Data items
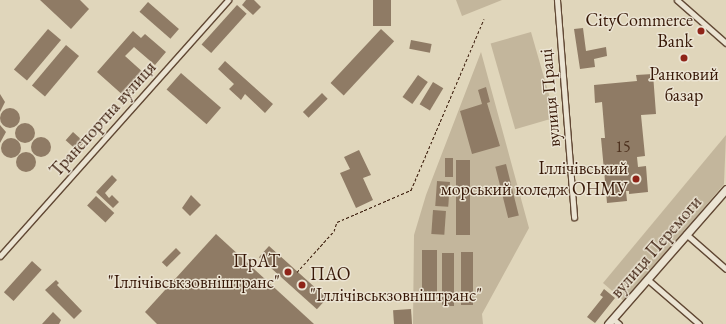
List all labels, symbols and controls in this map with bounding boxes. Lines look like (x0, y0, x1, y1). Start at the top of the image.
place label: CityCommerce Bank (586, 10, 693, 52)
marker: CityCommerce Bank (696, 26, 706, 36)
street label: вулиця Праці (535, 48, 565, 148)
marker: Ранковий базар (679, 53, 689, 63)
street label: Транспортна вулиця (45, 57, 161, 181)
place label: Ранковий базар (649, 64, 719, 106)
house number: 15 (615, 137, 631, 157)
place label: Іллічівський морський коледж ОНМУ (440, 158, 628, 200)
marker: Іллічівський морський коледж ОНМУ (631, 174, 641, 184)
street label: вулиця Перемоги (606, 192, 706, 302)
place label: ПрАТ "Іллічівськзовніштранс" (108, 251, 280, 294)
place label: ПАО "Іллічівськзовніштранс" (310, 264, 482, 306)
marker: ПрАТ "Іллічівськзовніштранс" (283, 267, 293, 277)
marker: ПАО "Іллічівськзовніштранс" (297, 280, 307, 290)

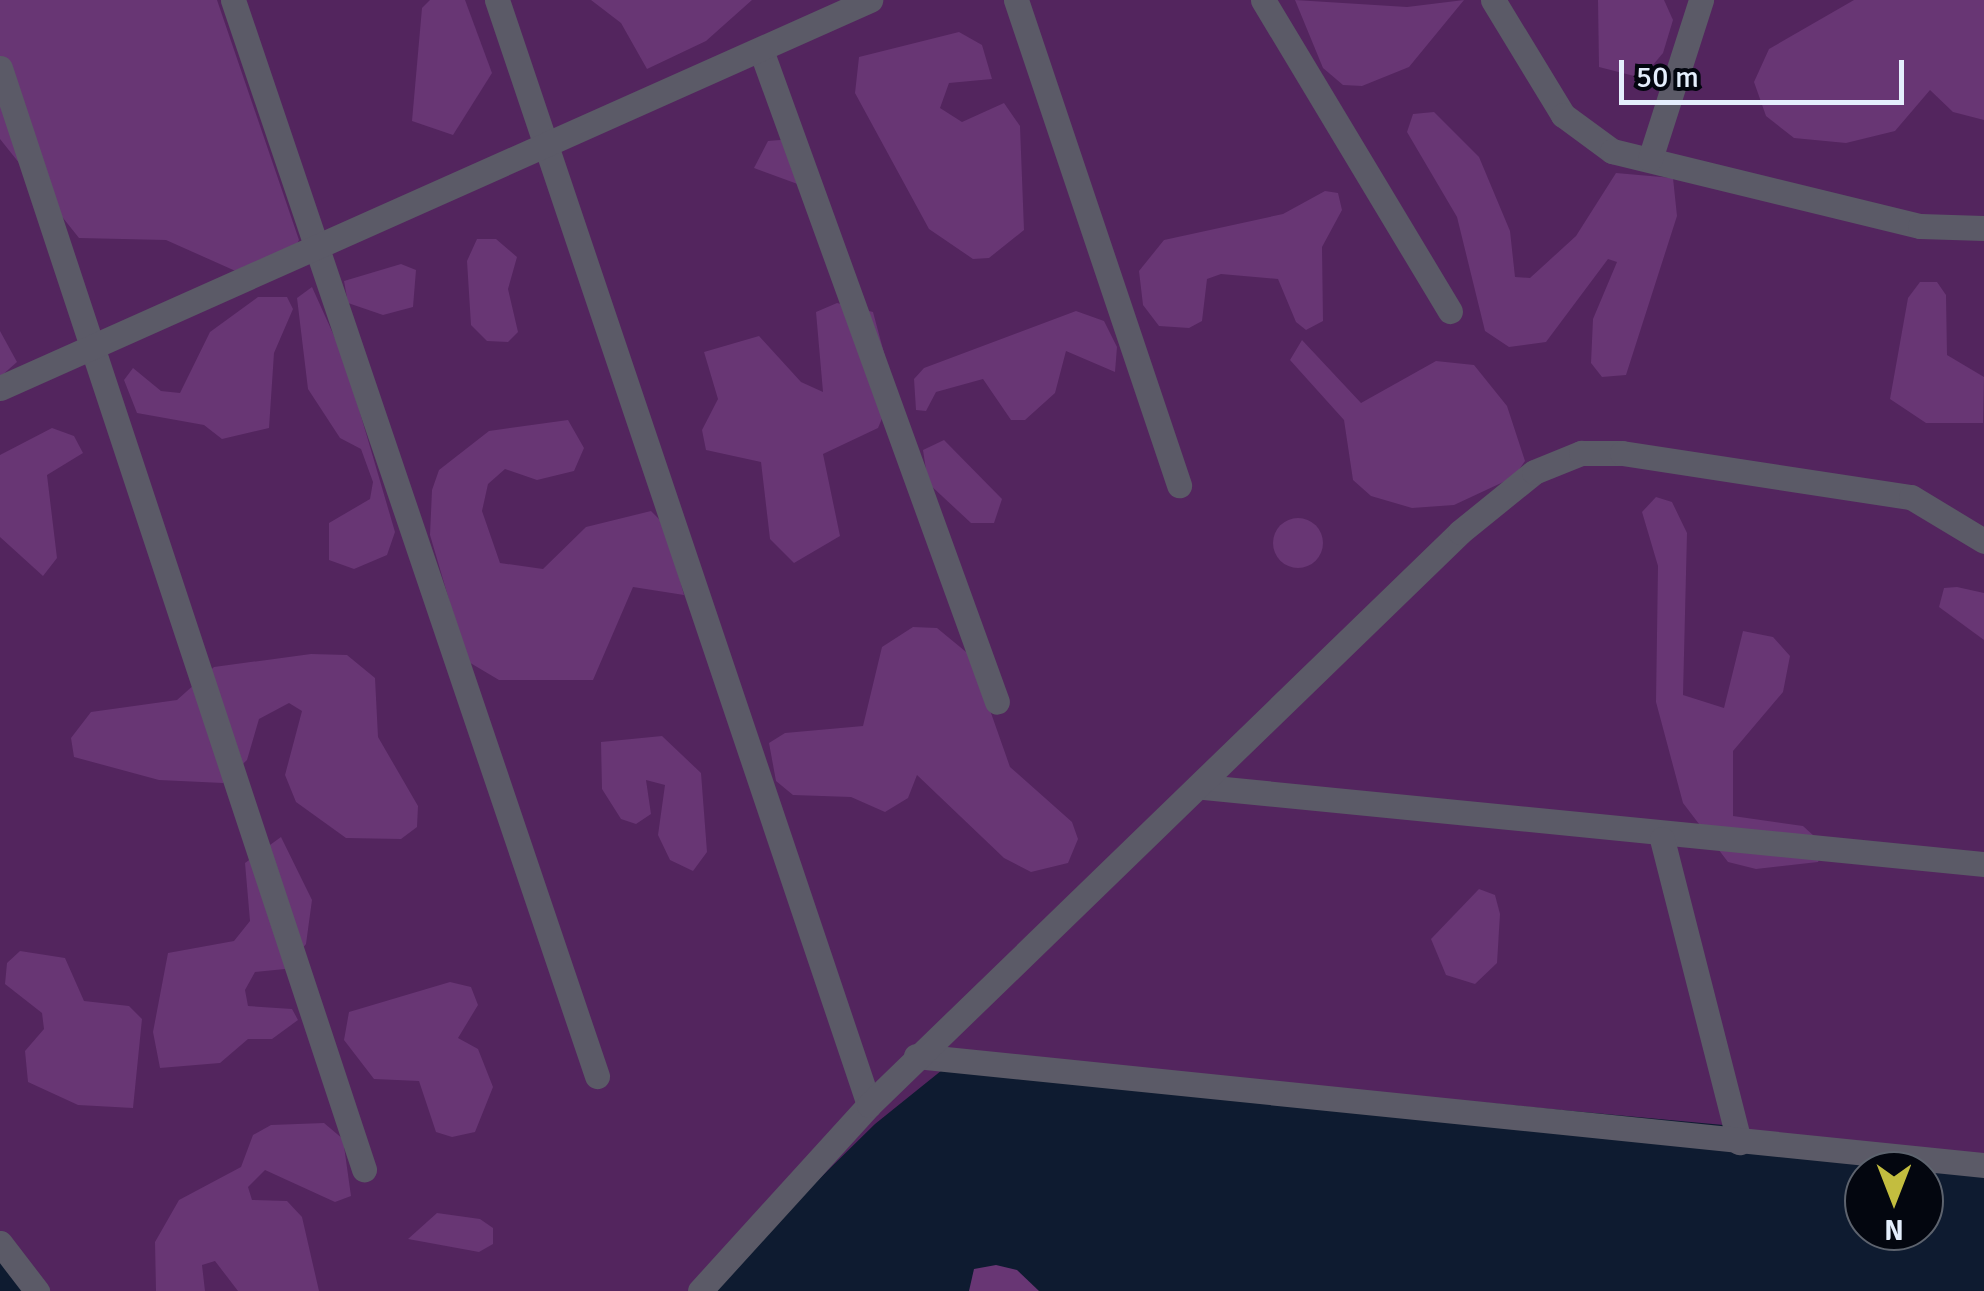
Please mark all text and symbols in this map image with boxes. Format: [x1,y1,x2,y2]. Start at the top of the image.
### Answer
scale bar [1624,40,1909,102]
text: 50 m [1636,59,1699,96]
north arrow [1844,1151,1944,1251]
text: N [1884,1212,1904,1246]

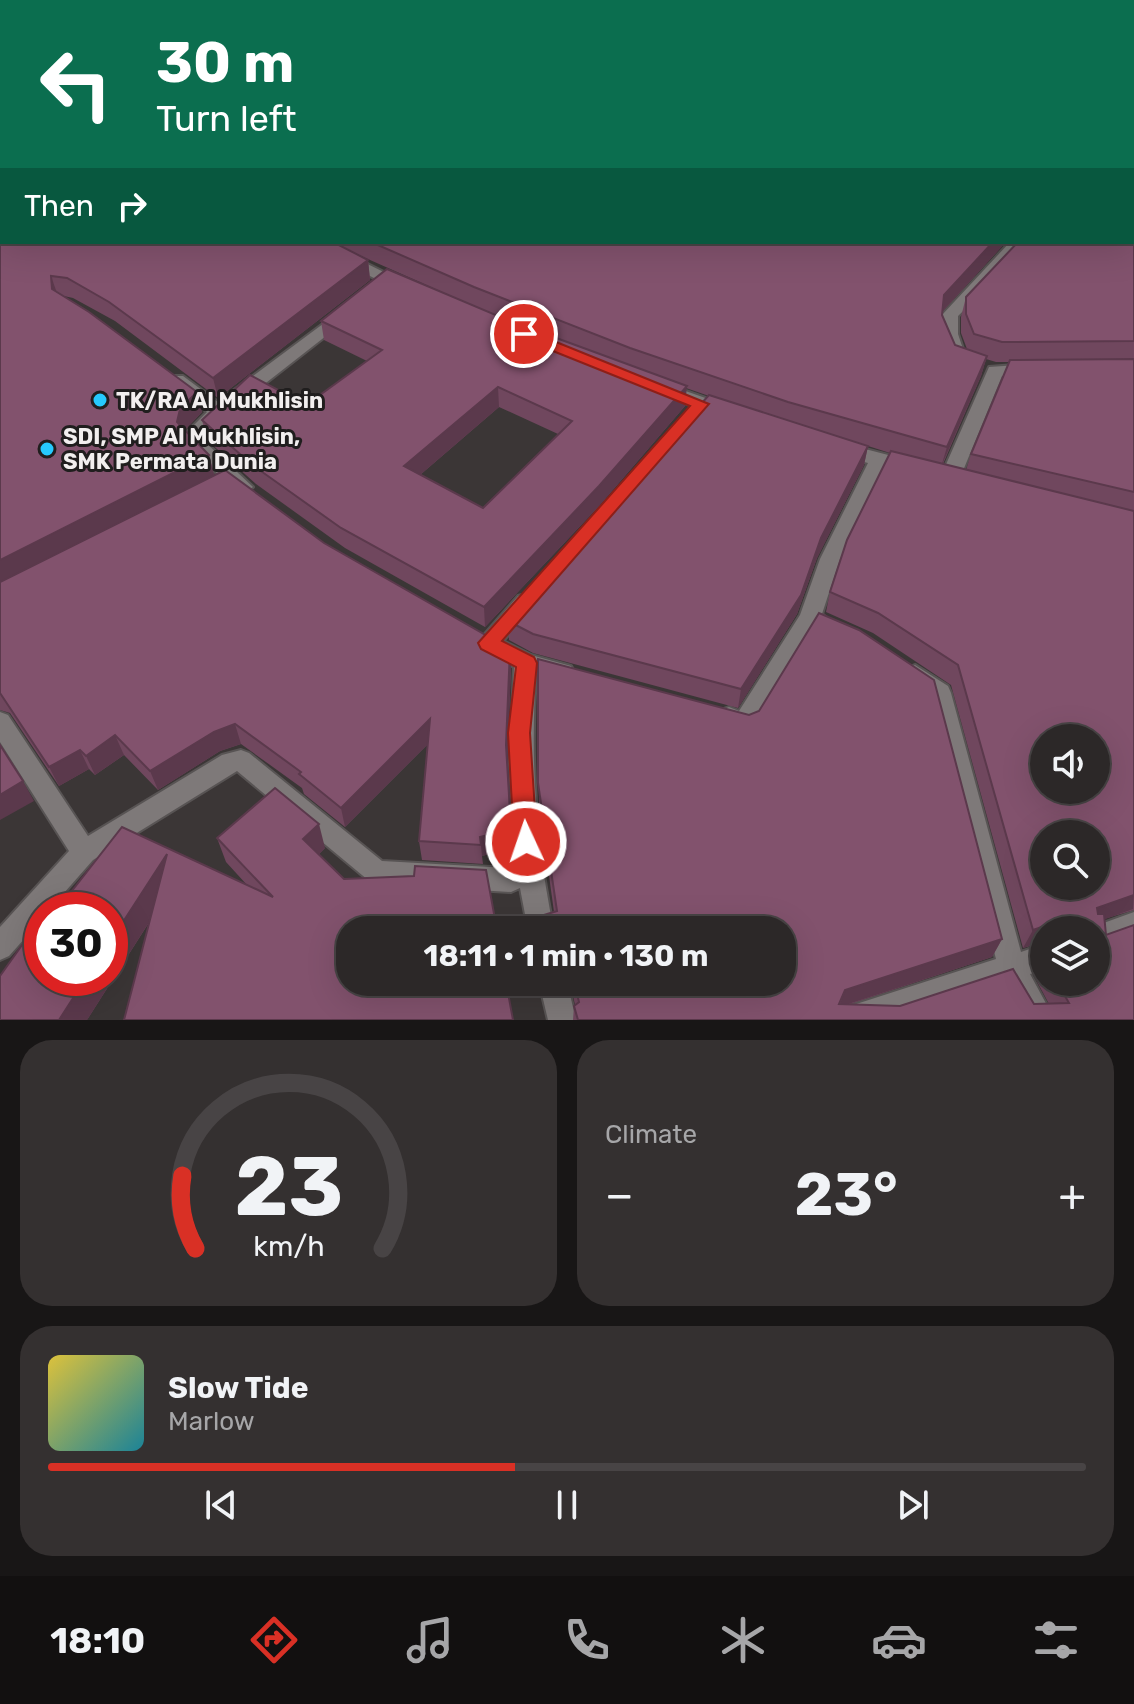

*PROBLEM TO SOLVE:* Taking each record in turn, retype it exactly and drop any picture.

*RESULT BELOW:*
List all labels, symbols and controls in this map with bounding boxes. Lines look like (x0, y0, x1, y1). Start at the top of the image.
place label: CityCommerce Bank (586, 10, 693, 52)
marker: CityCommerce Bank (696, 26, 706, 36)
street label: вулиця Праці (535, 48, 565, 148)
marker: Ранковий базар (679, 53, 689, 63)
street label: Транспортна вулиця (45, 57, 161, 181)
place label: Ранковий базар (649, 64, 719, 106)
house number: 15 (615, 137, 631, 157)
place label: Іллічівський морський коледж ОНМУ (440, 158, 628, 200)
marker: Іллічівський морський коледж ОНМУ (631, 174, 641, 184)
street label: вулиця Перемоги (606, 192, 706, 302)
place label: ПрАТ "Іллічівськзовніштранс" (108, 251, 280, 294)
place label: ПАО "Іллічівськзовніштранс" (310, 264, 482, 306)
marker: ПрАТ "Іллічівськзовніштранс" (283, 267, 293, 277)
marker: ПАО "Іллічівськзовніштранс" (297, 280, 307, 290)

Please mark all text and symbols in this map image with boxes. Format: [x1,y1,x2,y2]. Start at the top of the image.
### Answer
scale bar [1624,40,1909,102]
text: 50 m [1636,59,1699,96]
north arrow [1844,1151,1944,1251]
text: N [1884,1212,1904,1246]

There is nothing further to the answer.